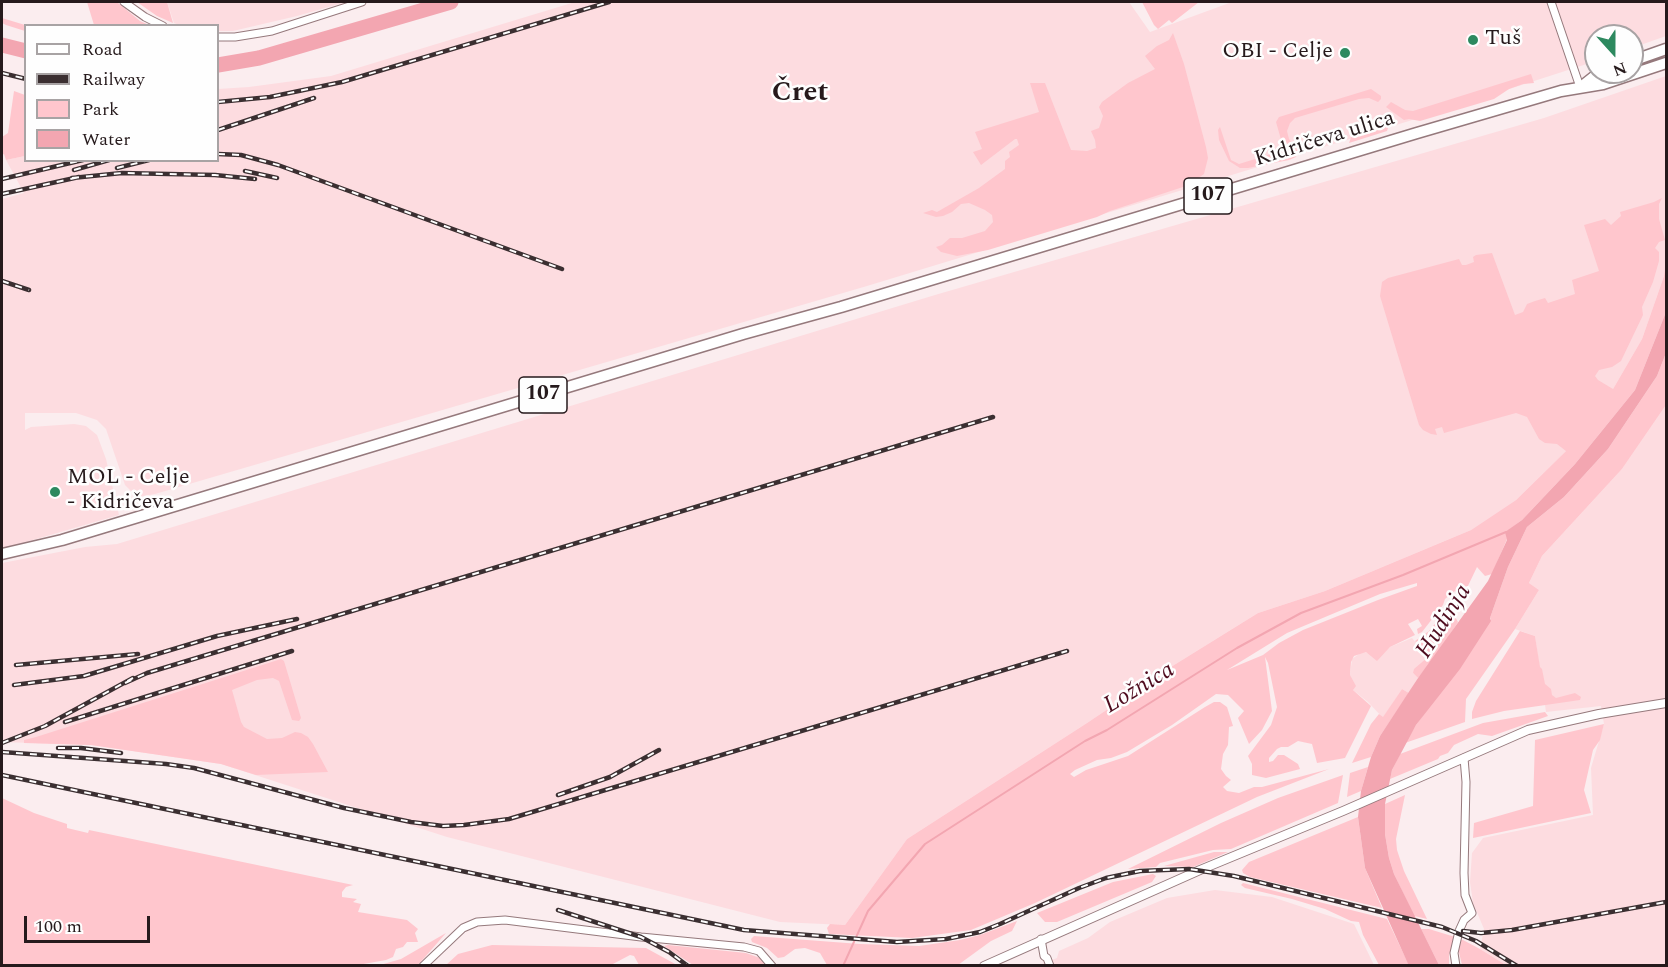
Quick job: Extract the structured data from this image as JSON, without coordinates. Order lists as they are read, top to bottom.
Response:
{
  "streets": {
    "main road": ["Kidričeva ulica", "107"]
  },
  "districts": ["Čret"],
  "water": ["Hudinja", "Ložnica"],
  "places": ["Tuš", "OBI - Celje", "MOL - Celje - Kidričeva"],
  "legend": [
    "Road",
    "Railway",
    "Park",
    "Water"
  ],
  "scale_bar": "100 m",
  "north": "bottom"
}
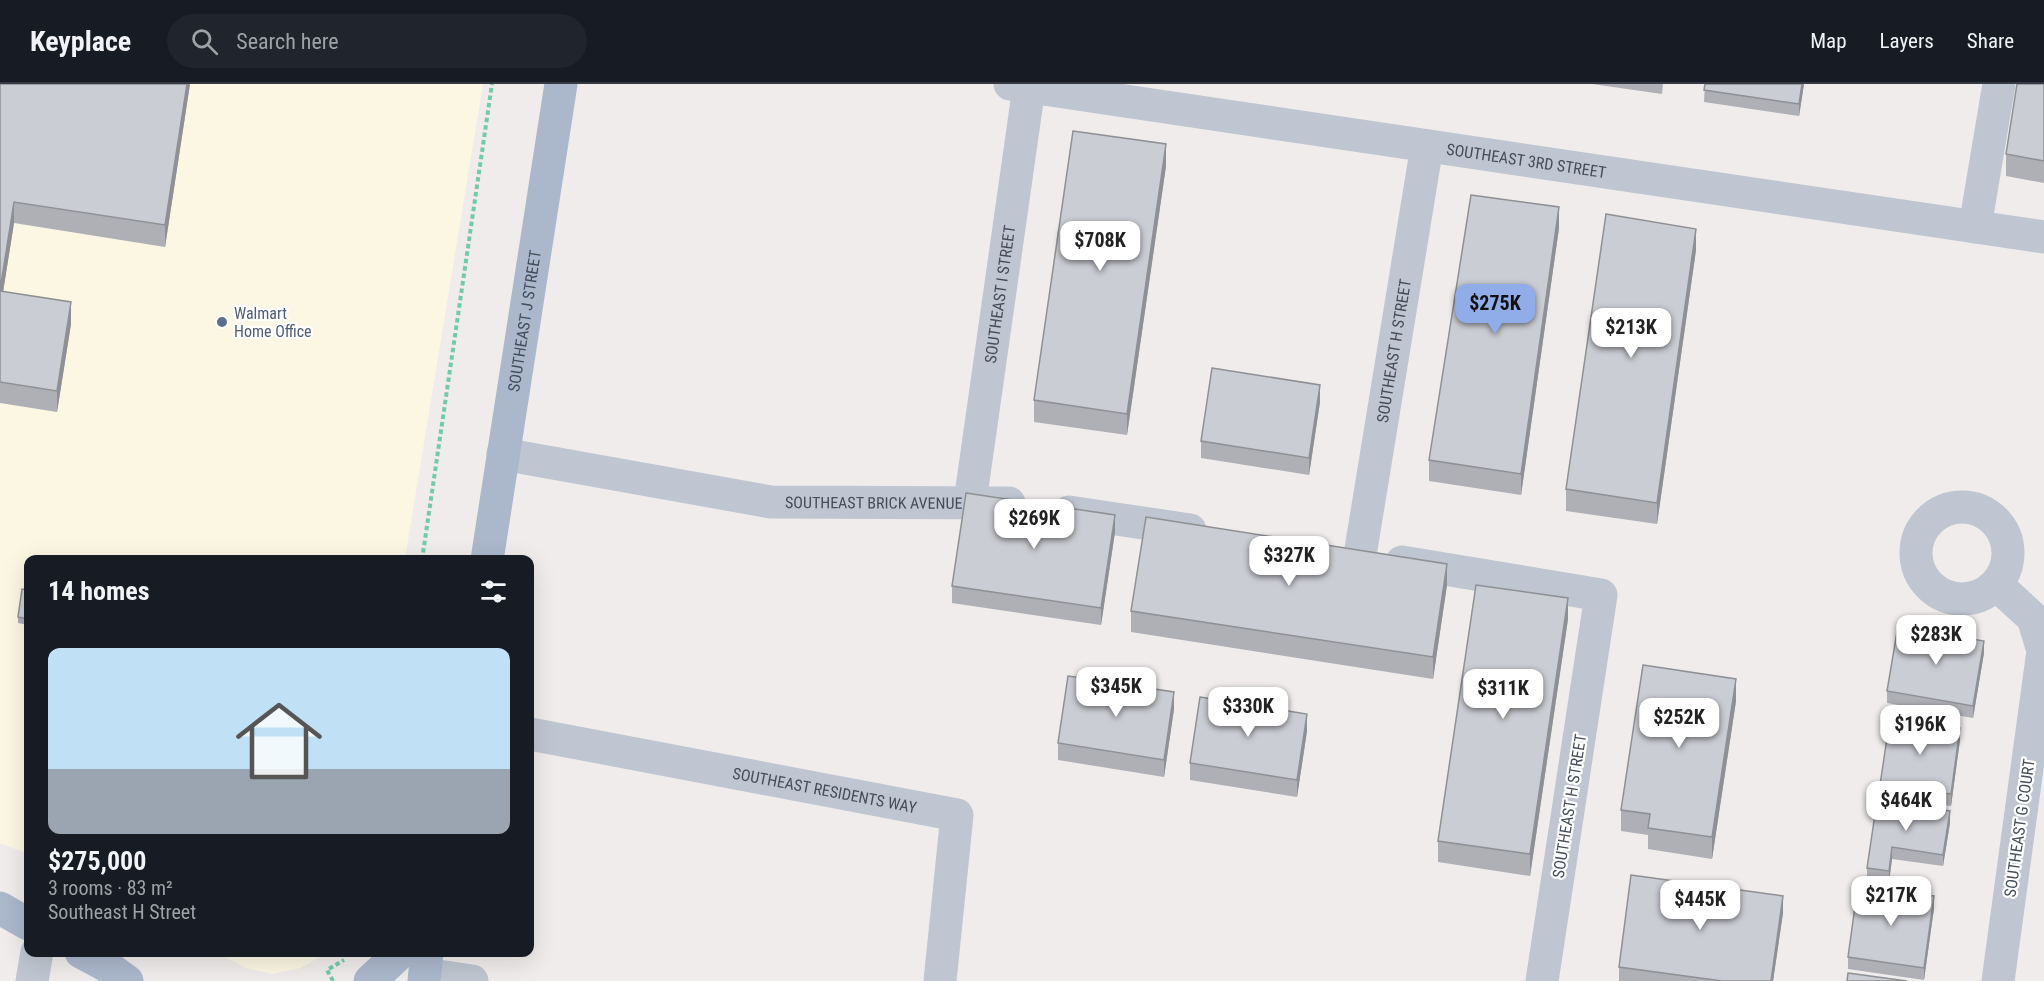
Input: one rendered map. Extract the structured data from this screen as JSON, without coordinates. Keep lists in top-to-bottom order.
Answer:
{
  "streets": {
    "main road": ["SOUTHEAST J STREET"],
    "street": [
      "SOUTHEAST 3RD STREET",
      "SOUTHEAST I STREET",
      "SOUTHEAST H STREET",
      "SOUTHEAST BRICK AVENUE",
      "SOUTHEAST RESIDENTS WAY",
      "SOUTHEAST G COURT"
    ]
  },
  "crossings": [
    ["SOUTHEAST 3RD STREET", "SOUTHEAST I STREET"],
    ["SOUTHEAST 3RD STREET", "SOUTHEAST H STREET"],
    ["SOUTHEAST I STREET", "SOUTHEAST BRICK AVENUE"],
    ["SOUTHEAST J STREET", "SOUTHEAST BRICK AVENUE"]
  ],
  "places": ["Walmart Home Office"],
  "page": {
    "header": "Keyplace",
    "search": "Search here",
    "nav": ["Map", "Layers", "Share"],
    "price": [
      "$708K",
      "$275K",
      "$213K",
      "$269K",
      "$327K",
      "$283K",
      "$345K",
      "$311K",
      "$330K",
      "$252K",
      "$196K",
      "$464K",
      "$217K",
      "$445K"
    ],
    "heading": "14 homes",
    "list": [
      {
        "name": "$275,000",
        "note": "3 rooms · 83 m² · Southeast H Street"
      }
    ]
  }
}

--------------------------------------------------

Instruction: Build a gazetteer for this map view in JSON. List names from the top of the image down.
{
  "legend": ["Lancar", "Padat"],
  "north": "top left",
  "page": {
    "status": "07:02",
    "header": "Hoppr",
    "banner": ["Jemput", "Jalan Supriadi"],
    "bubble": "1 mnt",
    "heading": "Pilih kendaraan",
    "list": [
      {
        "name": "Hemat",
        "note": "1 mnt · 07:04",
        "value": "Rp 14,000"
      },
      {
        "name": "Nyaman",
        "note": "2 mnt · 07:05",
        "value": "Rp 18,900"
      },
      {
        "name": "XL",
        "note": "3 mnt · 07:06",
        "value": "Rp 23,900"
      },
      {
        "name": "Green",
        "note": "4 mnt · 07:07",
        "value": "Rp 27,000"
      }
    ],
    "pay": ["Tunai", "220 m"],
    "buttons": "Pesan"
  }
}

--------------------------------------------------

Within the listing above, copy exactly the lines that start at the one with "Quick job: Extract" and continue through the one with "Input: one rendered". Omit pictures.

Quick job: Extract the structured data from this image as JSON, without coordinates. Order lists as they are read, top to bottom.
Response:
{
  "streets": {
    "main road": ["Kidričeva ulica", "107"]
  },
  "districts": ["Čret"],
  "water": ["Hudinja", "Ložnica"],
  "places": ["Tuš", "OBI - Celje", "MOL - Celje - Kidričeva"],
  "legend": [
    "Road",
    "Railway",
    "Park",
    "Water"
  ],
  "scale_bar": "100 m",
  "north": "bottom"
}
Input: one rendered map. Extract the structured data from this screen as JSON, without coordinates. Keep lists in top-to-bottom order.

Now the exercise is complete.